Each line that contains "align" needs to be copied from the listing.

#####

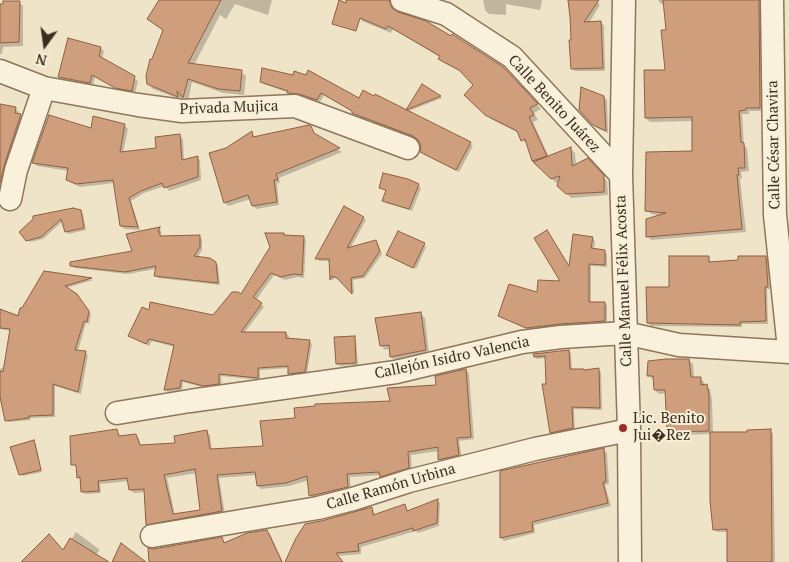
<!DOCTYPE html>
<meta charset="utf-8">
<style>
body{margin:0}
#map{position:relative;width:789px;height:562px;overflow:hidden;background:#f0e4c8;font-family:"PT Serif",serif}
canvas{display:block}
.north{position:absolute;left:20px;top:20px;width:50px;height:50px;-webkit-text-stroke:4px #f7eed8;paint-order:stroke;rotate:194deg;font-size:14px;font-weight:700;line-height:20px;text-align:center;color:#3d2e20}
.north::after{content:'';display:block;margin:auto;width:18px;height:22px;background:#3d2e20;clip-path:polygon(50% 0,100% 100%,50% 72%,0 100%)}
</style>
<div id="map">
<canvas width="789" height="562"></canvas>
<div class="north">N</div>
</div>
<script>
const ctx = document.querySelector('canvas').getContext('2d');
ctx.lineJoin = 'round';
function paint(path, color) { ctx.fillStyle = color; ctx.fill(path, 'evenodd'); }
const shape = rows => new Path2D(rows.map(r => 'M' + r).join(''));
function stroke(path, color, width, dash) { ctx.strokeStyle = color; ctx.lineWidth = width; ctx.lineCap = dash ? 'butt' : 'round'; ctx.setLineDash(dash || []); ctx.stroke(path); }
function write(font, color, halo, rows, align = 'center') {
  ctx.font = font + ' "PT Serif",serif'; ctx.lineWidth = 4; ctx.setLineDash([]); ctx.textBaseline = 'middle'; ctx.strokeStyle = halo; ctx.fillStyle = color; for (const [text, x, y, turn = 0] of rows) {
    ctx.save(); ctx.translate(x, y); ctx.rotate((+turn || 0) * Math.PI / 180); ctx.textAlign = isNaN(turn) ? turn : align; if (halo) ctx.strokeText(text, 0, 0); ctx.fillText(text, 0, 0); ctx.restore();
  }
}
paint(shape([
 [161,0,272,0,268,15,235,4,226,19,220,15,194,65,241,72,246,76,244,95,223,93,192,82,188,101,181,95,182,100,153,89,148,84,153,60,164,31,148,18],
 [483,0,542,0,540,10,506,4,506,15,489,14,485,10],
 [579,0,594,0,600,5,589,23,601,22,604,26,605,71,575,71,572,68,571,15,590,14],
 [658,0,764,0,764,111,749,111,749,114,742,114,744,145,747,148,749,171,741,172,742,178,740,179,746,232,651,240,647,236,663,216,651,214,647,210,694,153,693,121,650,122,646,118,667,71,668,31,665,4,661,4],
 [19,2,23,6,23,46,3,47,2,54,0,54,0,5],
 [394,10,508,73,541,109,534,113,538,120,533,122,549,157,571,149,575,153,576,165,587,160,607,181,608,195,571,198,559,185,560,182,556,183,533,160,528,144,522,140,519,133,491,119,466,95,475,85,465,74,444,63,440,59,441,58,393,29,391,33,362,21,358,16],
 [101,48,104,51,102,59,138,81,135,93,120,90,95,77,93,85,63,80,60,77],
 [261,81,360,100,470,143,473,146,459,172,425,155,422,151,422,145,417,139,356,116,353,112,324,95,320,102,303,96,292,96,289,93,264,84],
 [422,86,442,98,409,111,408,110],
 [603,97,607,100,608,133,597,128,580,110],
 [0,105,16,109,19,112,18,115,24,119,5,176,0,174],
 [125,126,128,129,123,153,158,149,180,136,183,139,184,161,197,158,200,160,201,180,169,191,165,186,144,193,131,201,140,230,124,229,121,226,114,183,80,187,67,180,69,171,37,166,34,163,92,130],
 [311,127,316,136,342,152,279,178,280,183,277,183,279,205,256,209,253,206,251,199,228,206,225,202,227,149,252,132,255,138],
 [418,185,421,188,412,211,386,203,384,201,387,191,380,187],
 [81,211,83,214,86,230,68,234,66,231,63,221,43,239,30,242,20,232],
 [363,218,366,220,350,249,376,241,382,254,365,278,353,280,354,294,340,279,334,278,333,281,331,279,330,261,319,261,317,258],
 [159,228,161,230,160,234,162,237,199,236,202,239,202,250,197,258,215,263,218,265,220,285,158,278,155,275,156,269,128,274,74,268,72,265,133,252],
 [284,234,286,237,303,237,306,240,304,278,298,277,285,280,274,275,256,300,264,307,244,333,286,333,289,336,288,340,309,341,312,344,307,374,292,376,289,373,290,368,260,370,260,380,221,376,222,386,206,388,183,382,182,391,168,392,165,390,175,347,152,341,149,346,130,336,150,312,214,316,241,296],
 [592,238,595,241,594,249,604,251,607,254,607,267,591,266,591,303,605,303,607,305,607,323,529,330,499,316,562,282,570,268],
 [424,244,426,247,416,269,388,255],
 [708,257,711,263,765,257,768,260,770,289,767,289,768,324,742,324,742,327,651,326,648,323,670,288],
 [44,273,93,280,66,288,79,298,91,314,89,324,86,323,78,351,85,352,88,355,81,394,55,386,55,417,30,418,31,420,9,422,6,420,0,391,0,369,5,366,11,331,0,329,0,309,19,315],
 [421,314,425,318,429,354,395,361,391,357,390,349,385,350,381,345],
 [354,337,356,340,358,365,340,366,337,364],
 [568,351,571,353,572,370,598,370,601,372,602,410,574,409,575,430,553,435,551,432,546,358,537,359,535,357],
 [689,360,693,364,694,378,700,378,704,382,704,385,710,389,712,400,713,434,748,433,770,430,773,434,775,562,728,562,729,532,717,532,714,529,711,434,672,435,668,431,667,393,659,394,655,390,654,380,650,376],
 [466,370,469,373,474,439,459,441,462,458,443,463,440,459,439,451,411,455,412,471,384,479,381,475,350,477,351,490,314,498,310,495,309,480,289,486,261,489,258,486,257,475,219,478,225,514,151,527,148,524,145,492,134,493,130,490,129,481,100,484,101,493,85,494,82,491,81,480,78,477,77,467,73,464,116,430,121,437,136,435,139,439,141,446,177,444,206,431,210,435,212,450,264,447,296,419,391,402,437,387],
 [197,473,202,511,175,515,167,478],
 [34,442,36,444,42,472,23,476,20,474],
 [604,450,607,453,609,484,605,485,611,506,534,525,535,533,504,541,501,538],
 [437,501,440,503,439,526,418,533,416,531,361,547,361,554,337,556,342,562,286,562,322,522,371,508,374,511,375,516,405,506,409,512],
 [267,531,270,534,283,562,150,562,222,539,225,543],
 [76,532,100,550,89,562,23,562,64,552]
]), '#0003');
const building = shape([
 [159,0,221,0,188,63,242,70,240,91,218,89,188,79,183,98,177,91,178,97,147,84,146,76,150,59,152,59,163,30,147,19,159,0],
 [339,0,346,3,346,0,389,0,392,8,398,12,426,21,451,36,452,34,503,67,538,104,530,108,534,115,529,117,547,156,532,161,525,139,521,141,517,131,485,115,464,95,473,85,459,70,438,59,440,56,388,26,386,29,360,18,356,31,332,24,339,0],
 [568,0,599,0,584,22,601,21,603,68,571,69,569,40,571,40,570,17,568,0],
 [663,0,759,0,760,108,746,108,746,110,739,111,741,142,744,143,745,168,738,168,739,175,737,175,742,229,646,237,646,219,666,213,645,211,646,152,692,151,692,117,645,118,644,70,665,70,661,30,666,30,663,0],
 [3,1,20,1,19,42,0,43,0,4,3,4,3,1],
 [68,38,101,47,99,56,135,76,132,91,115,88,92,75,90,83,58,77,68,38],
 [262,68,293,75,294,71,306,75,308,70,359,98,363,90,374,96,375,94,471,142,456,170,420,152,421,145,418,140,413,136,352,113,352,111,321,93,317,100,299,94,287,93,288,91,260,82,262,68],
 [422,84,441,96,406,110,422,84],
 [581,87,604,96,606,131,593,125,579,110,581,87],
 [0,104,16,107,15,113,21,114,4,166,0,183,0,104],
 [49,115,91,128,93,116,125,124,120,152,156,148,155,137,180,134,182,160,198,156,198,177,164,188,162,183,141,191,129,198,138,227,120,226,113,180,76,184,66,180,68,168,32,163,49,115],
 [309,125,311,126,314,133,340,148,276,174,278,180,274,180,277,202,252,206,248,195,224,203,209,153,226,148,252,131,253,137,309,125],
 [571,147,572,166,588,158,604,175,604,192,566,194,557,186,560,176,551,179,533,162,571,147],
 [383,173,408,179,419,184,409,209,382,201,386,190,379,188,383,173],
 [344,206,364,217,347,248,376,240,380,251,363,276,351,278,352,294,337,278,332,276,330,280,329,259,315,259,344,206],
 [73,208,81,210,84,228,65,232,61,219,41,237,26,241,19,232,33,219,33,216,73,208],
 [160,227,158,232,160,232,160,236,200,235,200,247,194,256,210,258,216,262,218,283,154,276,156,266,125,272,70,266,70,262,132,251,126,234,160,227],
 [547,230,569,266,573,234,593,237,591,248,605,250,605,265,589,264,589,302,605,302,605,321,560,324,526,328,498,316,509,284,537,292,538,280,560,281,534,238,547,230],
 [398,231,425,243,413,268,386,255,398,231],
 [265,233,284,233,284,235,304,236,302,275,294,274,281,277,271,273,253,297,262,303,241,332,286,332,286,338,310,340,305,372,288,374,288,366,258,368,258,378,219,374,219,384,203,386,181,380,180,388,164,390,174,345,149,339,146,344,128,336,142,307,149,310,150,302,213,315,232,292,238,292,241,294,270,247,265,233],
 [669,256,709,256,709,262,738,260,738,256,766,256,768,287,765,287,766,321,740,322,740,325,647,323,646,287,669,287,669,256],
 [44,271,92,278,65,286,77,294,89,311,87,322,84,321,75,350,86,351,78,392,53,384,53,415,29,416,29,418,5,421,0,397,0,371,3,372,10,329,0,328,0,309,18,316,20,308,22,308,44,271],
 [421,312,426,350,390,357,389,345,380,346,375,318,421,312],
 [355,336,356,363,336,364,334,337,355,336],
 [569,350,570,369,584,369,584,370,599,368,600,408,572,407,573,428,550,433,542,384,546,384,545,356,534,357,533,354,569,350],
 [666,359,689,359,691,377,701,377,701,385,707,384,709,395,709,431,667,432,665,390,654,390,653,376,647,376,648,361,666,359],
 [466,369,471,437,457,438,459,455,438,460,438,447,408,452,409,468,380,477,379,472,347,474,348,487,323,493,309,496,307,476,286,483,257,486,255,472,217,475,222,511,146,525,144,489,129,490,127,478,98,481,99,491,81,492,80,477,77,478,76,465,71,465,70,436,117,429,119,436,136,434,140,445,175,443,174,436,207,430,210,449,263,446,260,421,295,418,294,408,315,406,315,404,390,401,387,388,436,385,435,376,466,369],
 [195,469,200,510,173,514,164,475,195,469],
 [771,429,772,562,727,562,727,529,713,530,710,501,710,432,747,432,747,430,771,429],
 [34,440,41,470,19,475,10,447,34,440],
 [604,448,606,482,603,482,608,503,532,522,533,531,500,538,500,471,604,448],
 [438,499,437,523,413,531,413,528,358,544,359,551,336,553,343,562,285,562,296,538,305,524,321,521,372,507,373,515,405,504,407,511,438,499],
 [267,530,282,562,149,562,148,548,154,549,222,537,224,543,247,533,267,530],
 [49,534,63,550,70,538,109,562,21,562,49,534],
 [121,543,146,562,112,562,121,543]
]);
paint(building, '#cf9f7d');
stroke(building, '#8d5f41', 1);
const minor = shape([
 [402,0,446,14,512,57,621,175],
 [624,0,621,175,629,430,630,562],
 [772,0,775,215,789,349],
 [0,71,44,88,138,105,182,111,295,106,408,148],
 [10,199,16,170,44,88],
 [117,413,190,401,396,372,522,342,561,337,625,333,679,345,789,352],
 [152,536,318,508,353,499,409,481,535,449,629,430]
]);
stroke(minor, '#8d765c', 25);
stroke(minor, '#faf1dc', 22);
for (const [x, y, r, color] of [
 [623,428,5,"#9e2a2b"]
]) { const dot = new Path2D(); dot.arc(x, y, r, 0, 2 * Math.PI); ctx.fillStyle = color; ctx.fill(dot); stroke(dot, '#f7eed8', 2); }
write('15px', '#3d2e20', '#f7eed8', [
 ["Calle Benito Juárez",554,104,47],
 ["Privada Mujica",229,108,-2],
 ["Calle César Chavira",774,145,-91],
 ["Calle Manuel Félix Acosta",624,281,-92],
 ["Callejón Isidro Valencia",452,358,-12],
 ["Calle Ramón Urbina",391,487,-16]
]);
write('15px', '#3d2e20', '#f7eed8', [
 ["Lic. Benito",633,419],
 ["Jui�Rez",633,436]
], 'left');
</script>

#####

=== EXPECTED OUTPUT ===
.north{position:absolute;left:20px;top:20px;width:50px;height:50px;-webkit-text-stroke:4px #f7eed8;paint-order:stroke;rotate:194deg;font-size:14px;font-weight:700;line-height:20px;text-align:center;color:#3d2e20}
function write(font, color, halo, rows, align = 'center') {
    ctx.save(); ctx.translate(x, y); ctx.rotate((+turn || 0) * Math.PI / 180); ctx.textAlign = isNaN(turn) ? turn : align; if (halo) ctx.strokeText(text, 0, 0); ctx.fillText(text, 0, 0); ctx.restore();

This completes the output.